長期固定型の住宅ローン【フラット35】が登場したのは2003年10月のこと。それから20年以上が経過しましたが、時代の要請に応じて商品内容も変化しています。これまでの変遷を振り返りながら、2024年の現在、利用できるローンについて整理していこうと思います。

当初は証券化住宅ローンと呼ばれていた

2003年10月に【フラット35】が登場する前は、住宅金融公庫による融資制度があり、個人に対して直接、住宅ローンの融資をしていました。官から民へという流れの中で、住宅金融公庫が住宅金融支援機構に変わり、原則として個人向けの融資を行わないことになりました。

一方、民間の金融機関では、主に変動金利型の住宅ローンを提供していました。消費者側に全期間固定型ローンに対する根強いニーズがあったため、それに応える形で登場したのが【フラット35】です。

【フラット35】という名称が決まる前までは、証券化住宅ローン(証券化支援事業による住宅ローン)と呼ばれていました。民間金融機関が個人に貸し付けた住宅ローン債権を住宅金融支援機構に売却し、住宅金融支援機構は住宅ローンを証券化して、市場から資金を回収する仕組みを取っているからです。
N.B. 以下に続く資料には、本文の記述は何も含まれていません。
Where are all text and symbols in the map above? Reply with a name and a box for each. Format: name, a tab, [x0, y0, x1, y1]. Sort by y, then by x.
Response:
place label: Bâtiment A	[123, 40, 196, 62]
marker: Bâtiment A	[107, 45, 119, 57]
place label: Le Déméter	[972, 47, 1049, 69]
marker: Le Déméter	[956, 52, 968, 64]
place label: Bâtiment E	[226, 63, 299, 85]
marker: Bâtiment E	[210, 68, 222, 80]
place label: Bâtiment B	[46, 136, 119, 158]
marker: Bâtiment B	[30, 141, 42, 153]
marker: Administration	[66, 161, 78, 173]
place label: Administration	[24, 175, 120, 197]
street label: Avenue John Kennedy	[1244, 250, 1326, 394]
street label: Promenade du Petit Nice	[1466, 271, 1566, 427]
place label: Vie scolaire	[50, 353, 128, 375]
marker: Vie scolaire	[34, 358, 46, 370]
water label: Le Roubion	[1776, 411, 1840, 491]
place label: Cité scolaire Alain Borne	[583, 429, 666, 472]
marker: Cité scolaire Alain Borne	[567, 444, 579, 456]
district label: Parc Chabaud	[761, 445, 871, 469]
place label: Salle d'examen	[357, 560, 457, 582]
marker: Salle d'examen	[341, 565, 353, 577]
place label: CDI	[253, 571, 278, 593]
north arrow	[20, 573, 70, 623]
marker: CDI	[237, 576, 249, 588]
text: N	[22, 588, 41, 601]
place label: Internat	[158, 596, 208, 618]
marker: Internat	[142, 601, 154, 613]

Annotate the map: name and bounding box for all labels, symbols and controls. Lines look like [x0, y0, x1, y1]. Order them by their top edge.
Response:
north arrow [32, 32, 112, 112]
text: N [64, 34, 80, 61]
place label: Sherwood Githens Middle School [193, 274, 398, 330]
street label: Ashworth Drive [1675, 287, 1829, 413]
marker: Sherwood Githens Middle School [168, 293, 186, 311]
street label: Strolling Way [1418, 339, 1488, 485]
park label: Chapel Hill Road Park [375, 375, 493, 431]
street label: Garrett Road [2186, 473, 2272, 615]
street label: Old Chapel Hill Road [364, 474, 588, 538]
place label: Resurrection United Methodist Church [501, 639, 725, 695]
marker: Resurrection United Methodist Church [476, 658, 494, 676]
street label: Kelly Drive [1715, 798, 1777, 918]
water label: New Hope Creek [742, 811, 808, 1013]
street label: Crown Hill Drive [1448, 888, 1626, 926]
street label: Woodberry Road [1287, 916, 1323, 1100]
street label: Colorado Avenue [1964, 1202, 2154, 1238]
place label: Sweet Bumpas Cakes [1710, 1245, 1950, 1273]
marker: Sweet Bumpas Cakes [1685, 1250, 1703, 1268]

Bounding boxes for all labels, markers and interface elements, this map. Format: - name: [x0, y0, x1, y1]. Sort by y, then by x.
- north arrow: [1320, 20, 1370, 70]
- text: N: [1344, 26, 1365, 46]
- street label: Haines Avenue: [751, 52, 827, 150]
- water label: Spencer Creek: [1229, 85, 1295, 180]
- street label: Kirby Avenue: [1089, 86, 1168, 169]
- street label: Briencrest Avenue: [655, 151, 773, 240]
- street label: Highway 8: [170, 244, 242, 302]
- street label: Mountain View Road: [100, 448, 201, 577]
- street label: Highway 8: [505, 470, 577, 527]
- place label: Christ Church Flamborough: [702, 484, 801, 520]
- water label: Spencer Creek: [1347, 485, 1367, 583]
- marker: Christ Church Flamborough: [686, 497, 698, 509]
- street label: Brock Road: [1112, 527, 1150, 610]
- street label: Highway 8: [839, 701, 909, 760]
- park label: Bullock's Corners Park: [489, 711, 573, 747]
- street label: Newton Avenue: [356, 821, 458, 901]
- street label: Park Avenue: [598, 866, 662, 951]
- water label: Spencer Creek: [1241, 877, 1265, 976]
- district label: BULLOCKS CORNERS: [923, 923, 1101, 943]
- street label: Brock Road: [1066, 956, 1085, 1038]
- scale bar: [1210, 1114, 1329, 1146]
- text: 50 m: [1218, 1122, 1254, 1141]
個人が利用する際には民間金融機関が取り扱い窓口となりますが、それを証券化によって支援する形です。

なお、住宅金融公庫の融資は、質の良い住宅を増やすことを目的としていたので、一定の条件を満たす住宅が対象となっていました。【フラット35】でもそれが引き継がれ、住宅の広さや性能などに一定の条件が設けられています。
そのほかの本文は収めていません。